* **Work task**
The output should be every line below that includes the word "HOMSI".

(Stored data entries)
* * * * * * * * *
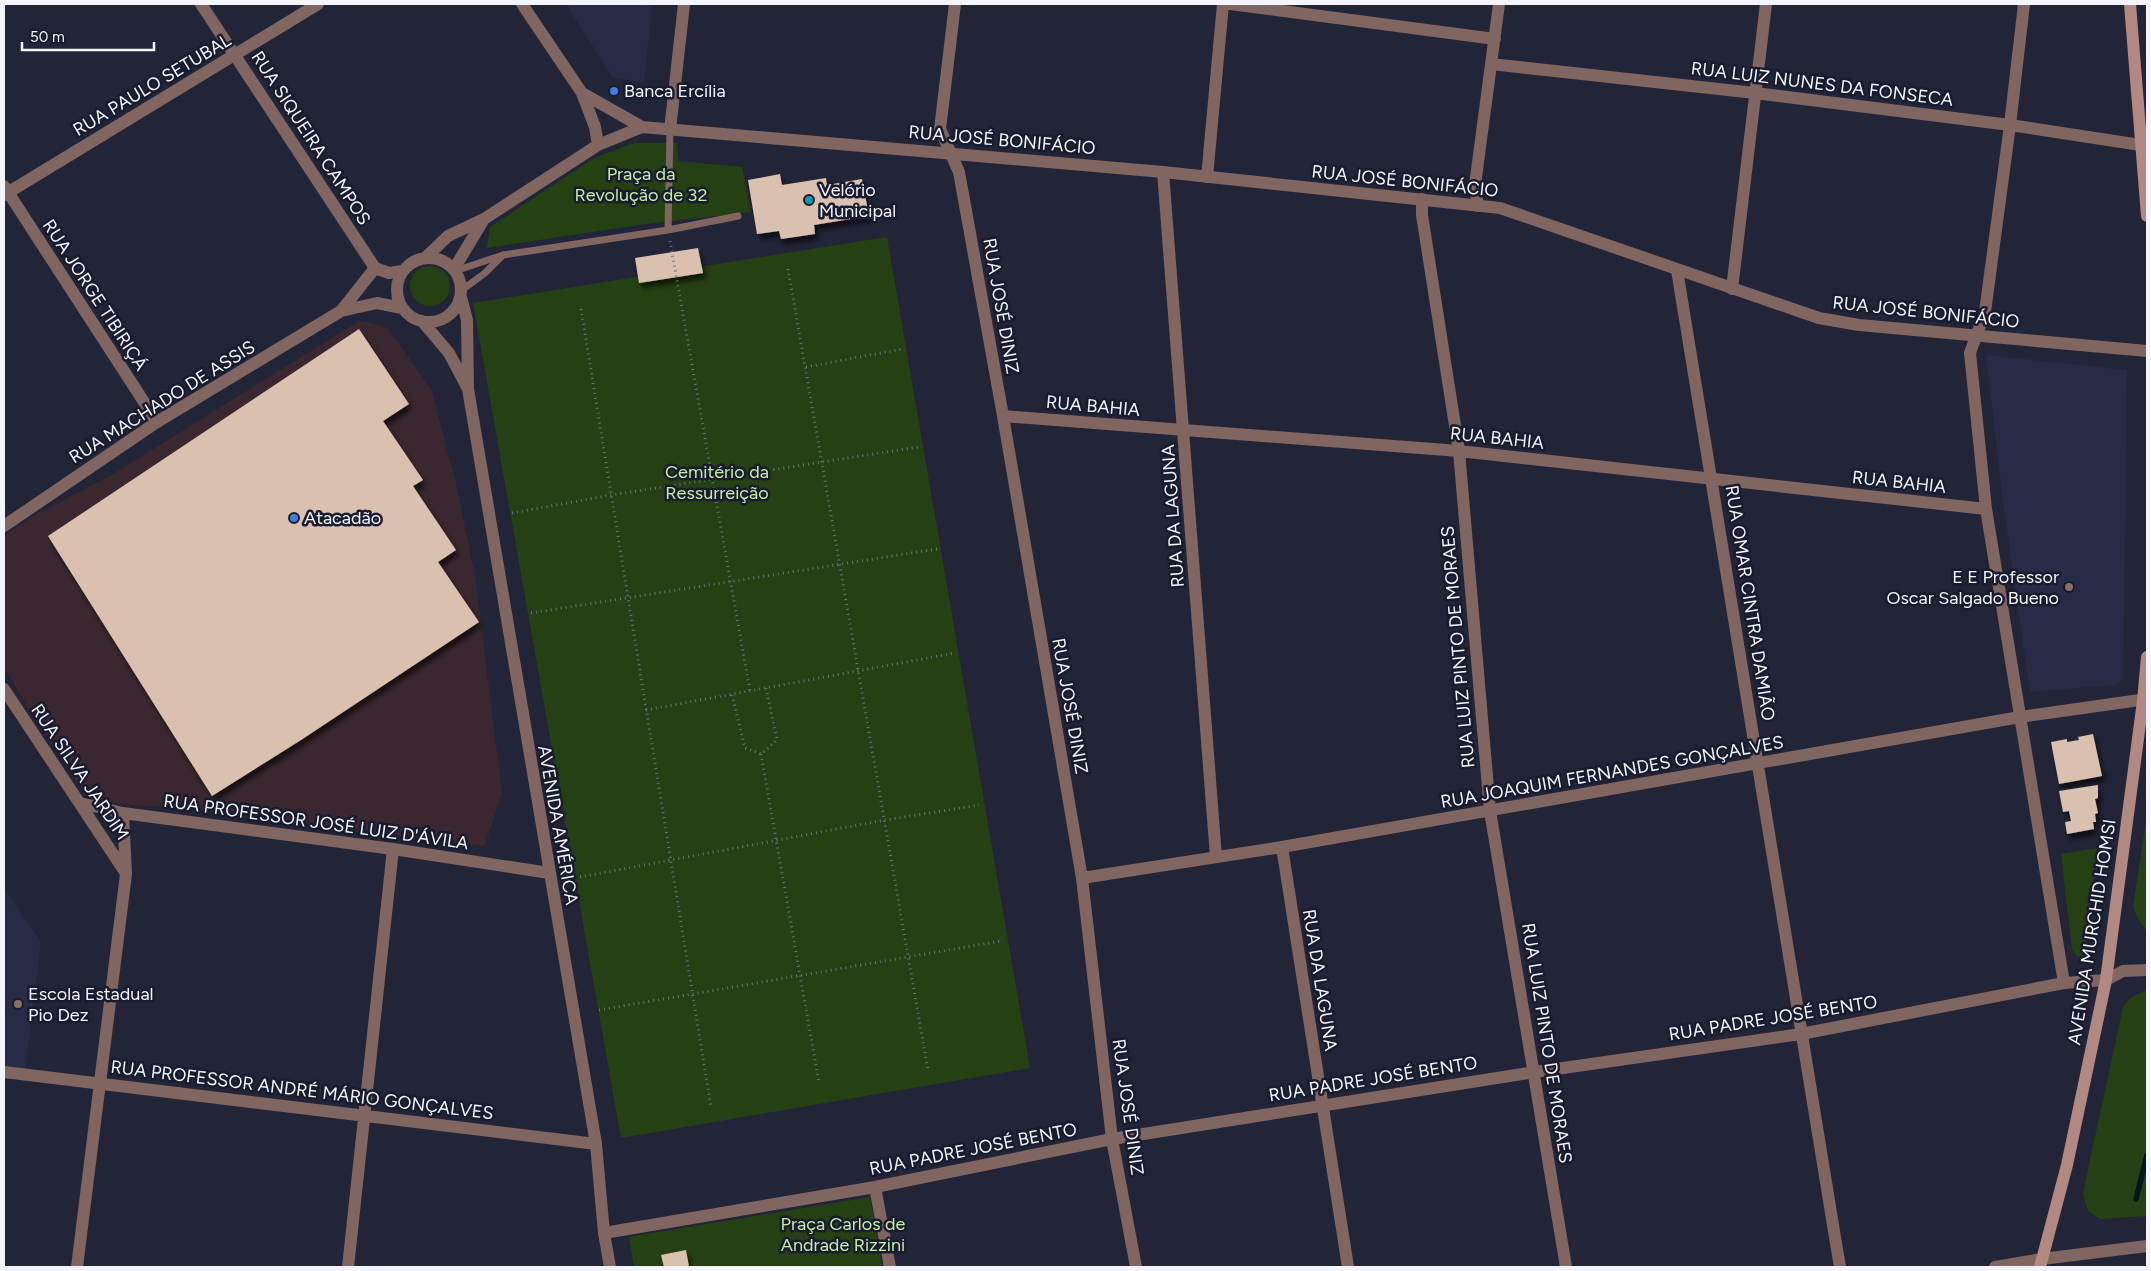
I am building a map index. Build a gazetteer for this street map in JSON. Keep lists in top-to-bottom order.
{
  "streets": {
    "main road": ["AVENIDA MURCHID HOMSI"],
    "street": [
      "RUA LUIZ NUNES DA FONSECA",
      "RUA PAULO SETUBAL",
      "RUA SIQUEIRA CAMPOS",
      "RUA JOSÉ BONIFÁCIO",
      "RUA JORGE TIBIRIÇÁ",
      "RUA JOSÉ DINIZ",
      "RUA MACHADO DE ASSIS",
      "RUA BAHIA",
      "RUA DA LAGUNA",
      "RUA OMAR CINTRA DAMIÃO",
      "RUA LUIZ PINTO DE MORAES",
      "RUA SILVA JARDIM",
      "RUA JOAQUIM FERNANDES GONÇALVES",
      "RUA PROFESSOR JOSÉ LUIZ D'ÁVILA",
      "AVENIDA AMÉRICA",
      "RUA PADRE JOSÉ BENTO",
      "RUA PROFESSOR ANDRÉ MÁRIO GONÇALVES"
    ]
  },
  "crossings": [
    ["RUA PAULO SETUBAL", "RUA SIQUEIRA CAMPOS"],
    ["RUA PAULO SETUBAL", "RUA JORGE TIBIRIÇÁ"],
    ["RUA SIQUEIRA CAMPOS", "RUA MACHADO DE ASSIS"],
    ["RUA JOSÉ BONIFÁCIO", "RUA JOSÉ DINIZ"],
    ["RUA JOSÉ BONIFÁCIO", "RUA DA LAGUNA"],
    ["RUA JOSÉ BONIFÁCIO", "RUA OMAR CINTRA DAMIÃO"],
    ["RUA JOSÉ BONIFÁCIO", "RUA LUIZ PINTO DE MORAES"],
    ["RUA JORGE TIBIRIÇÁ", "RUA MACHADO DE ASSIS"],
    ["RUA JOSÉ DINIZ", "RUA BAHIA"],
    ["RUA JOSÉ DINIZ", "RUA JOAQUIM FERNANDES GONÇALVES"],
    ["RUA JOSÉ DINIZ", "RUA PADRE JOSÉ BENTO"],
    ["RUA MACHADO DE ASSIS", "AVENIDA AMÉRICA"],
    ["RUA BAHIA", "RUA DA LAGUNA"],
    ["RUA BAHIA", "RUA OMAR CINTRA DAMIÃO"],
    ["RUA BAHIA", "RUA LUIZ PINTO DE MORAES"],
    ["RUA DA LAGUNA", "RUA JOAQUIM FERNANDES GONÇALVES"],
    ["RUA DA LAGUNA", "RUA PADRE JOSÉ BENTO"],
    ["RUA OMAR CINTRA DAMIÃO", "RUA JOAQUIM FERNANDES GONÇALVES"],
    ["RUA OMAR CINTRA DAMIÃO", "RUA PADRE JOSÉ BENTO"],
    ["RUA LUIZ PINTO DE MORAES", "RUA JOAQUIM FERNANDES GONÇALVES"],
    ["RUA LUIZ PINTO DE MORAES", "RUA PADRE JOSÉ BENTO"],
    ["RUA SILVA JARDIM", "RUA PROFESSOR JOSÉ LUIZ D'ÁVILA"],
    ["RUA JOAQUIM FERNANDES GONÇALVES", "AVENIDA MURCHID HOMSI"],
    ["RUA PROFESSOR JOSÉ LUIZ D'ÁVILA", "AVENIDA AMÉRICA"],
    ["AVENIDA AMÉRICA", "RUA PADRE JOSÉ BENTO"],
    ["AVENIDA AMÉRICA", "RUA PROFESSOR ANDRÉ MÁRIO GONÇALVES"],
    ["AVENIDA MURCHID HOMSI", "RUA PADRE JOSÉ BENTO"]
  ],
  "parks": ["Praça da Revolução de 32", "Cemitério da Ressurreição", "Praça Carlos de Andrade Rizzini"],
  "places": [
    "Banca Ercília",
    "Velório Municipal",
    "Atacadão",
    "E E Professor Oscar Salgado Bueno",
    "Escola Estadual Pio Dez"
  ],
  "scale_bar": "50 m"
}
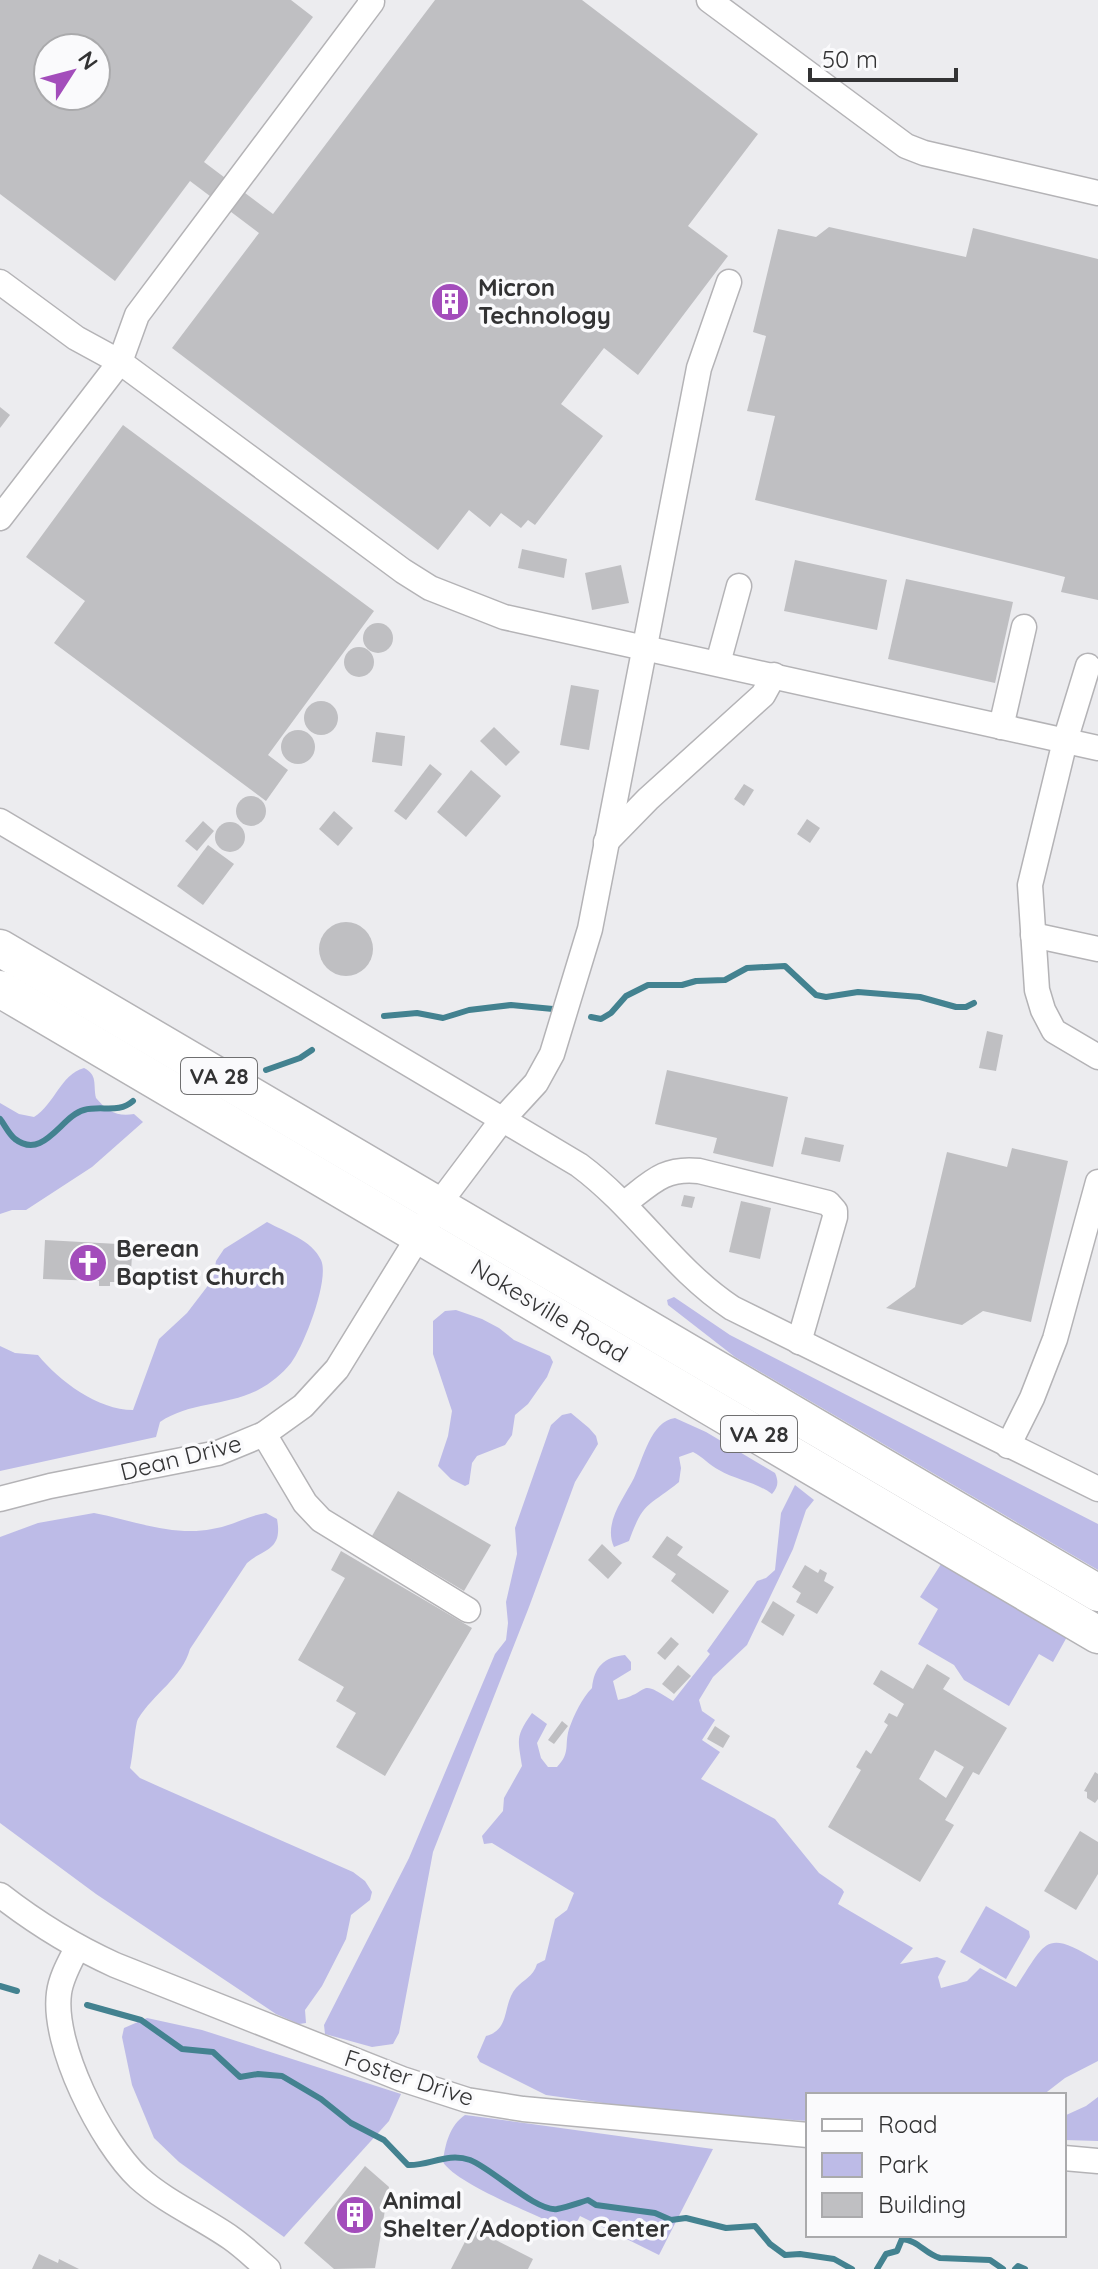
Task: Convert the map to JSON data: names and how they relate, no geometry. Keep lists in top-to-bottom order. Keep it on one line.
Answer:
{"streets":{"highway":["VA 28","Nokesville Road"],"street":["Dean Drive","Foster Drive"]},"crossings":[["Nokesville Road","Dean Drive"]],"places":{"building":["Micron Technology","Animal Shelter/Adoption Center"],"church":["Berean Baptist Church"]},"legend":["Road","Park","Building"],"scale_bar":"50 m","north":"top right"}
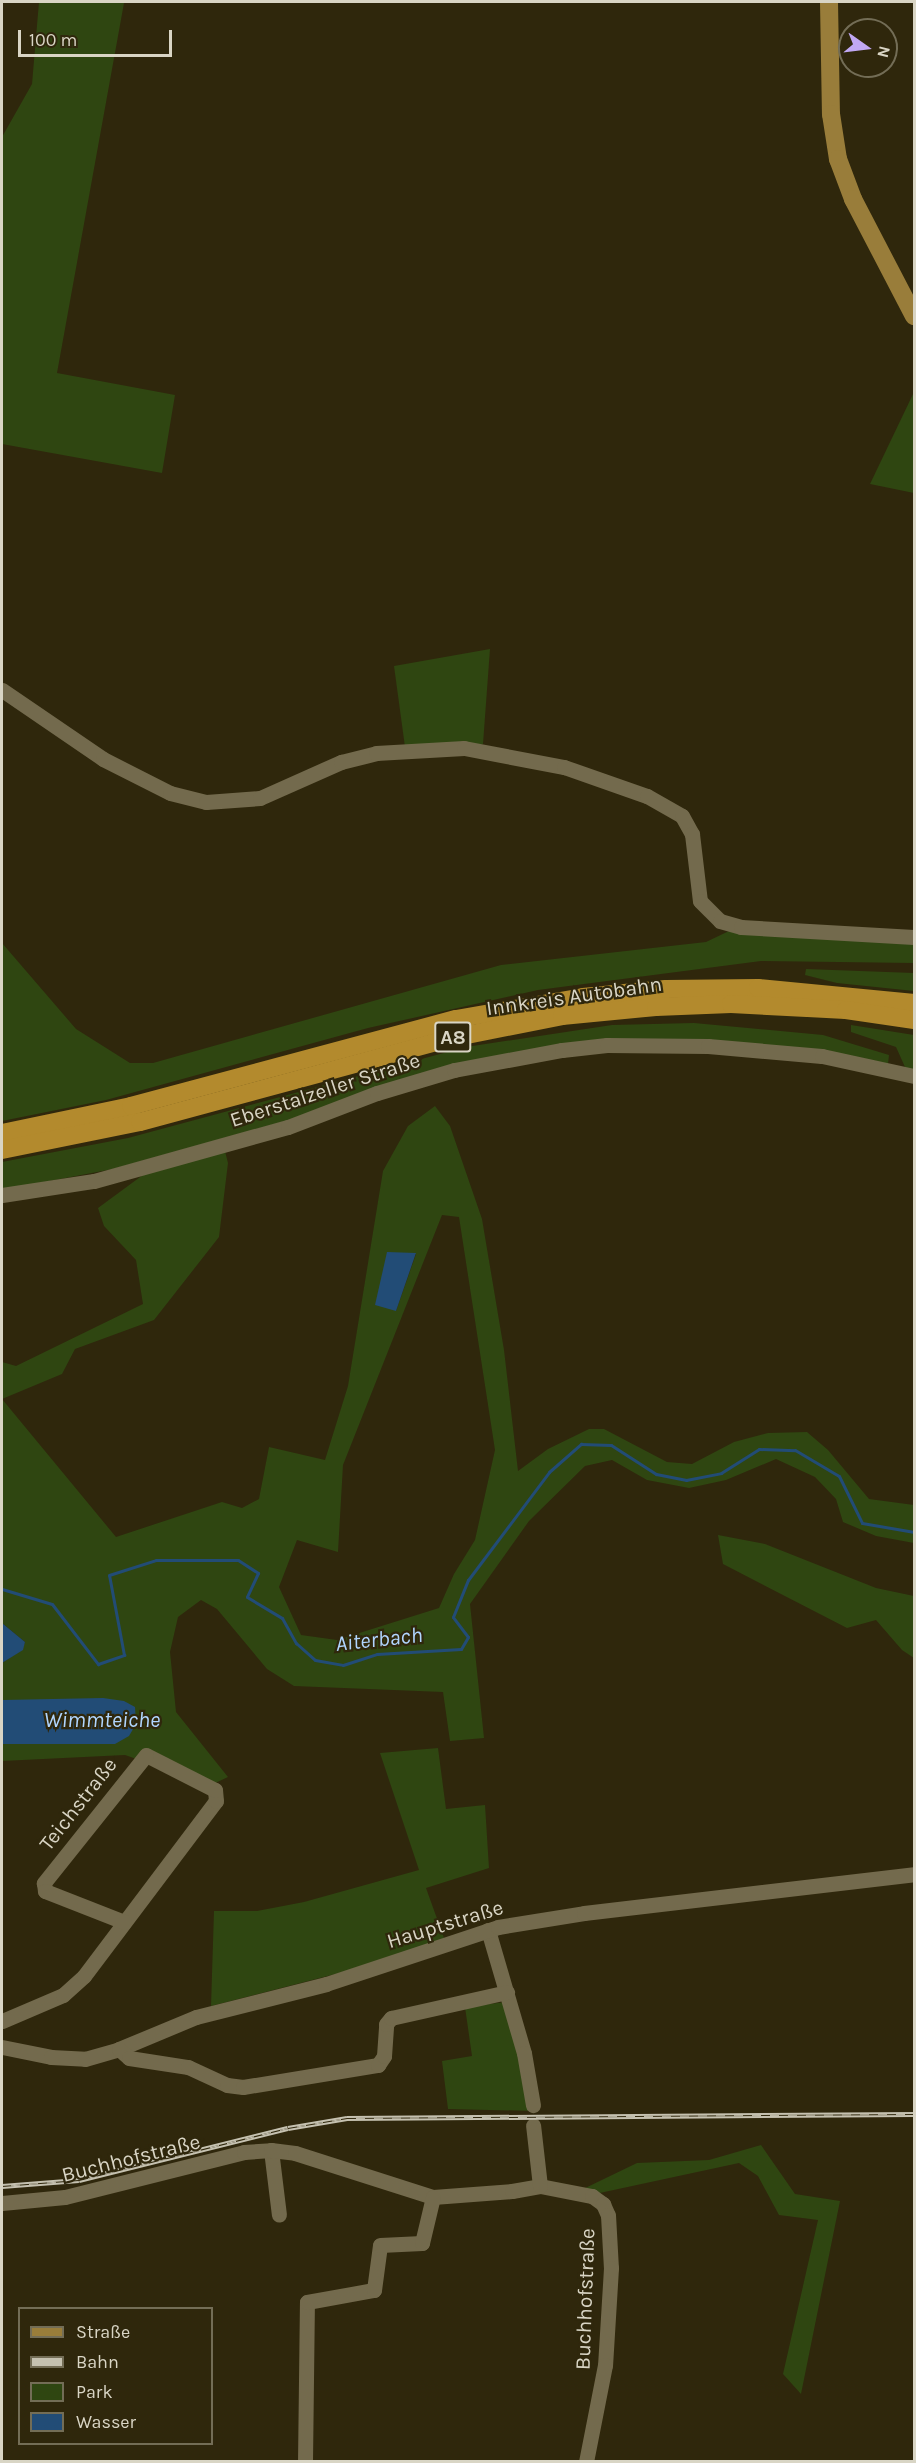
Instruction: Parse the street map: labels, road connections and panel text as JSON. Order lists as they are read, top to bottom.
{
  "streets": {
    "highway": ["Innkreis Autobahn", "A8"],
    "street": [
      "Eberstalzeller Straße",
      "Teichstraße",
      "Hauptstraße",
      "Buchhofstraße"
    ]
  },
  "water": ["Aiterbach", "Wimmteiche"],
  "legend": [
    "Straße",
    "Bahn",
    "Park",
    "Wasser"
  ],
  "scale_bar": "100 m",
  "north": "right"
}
* * * * * * * * *
* **Written reply**
    "main road": ["AVENIDA MURCHID HOMSI"],
    ["RUA JOAQUIM FERNANDES GONÇALVES", "AVENIDA MURCHID HOMSI"],
    ["AVENIDA MURCHID HOMSI", "RUA PADRE JOSÉ BENTO"]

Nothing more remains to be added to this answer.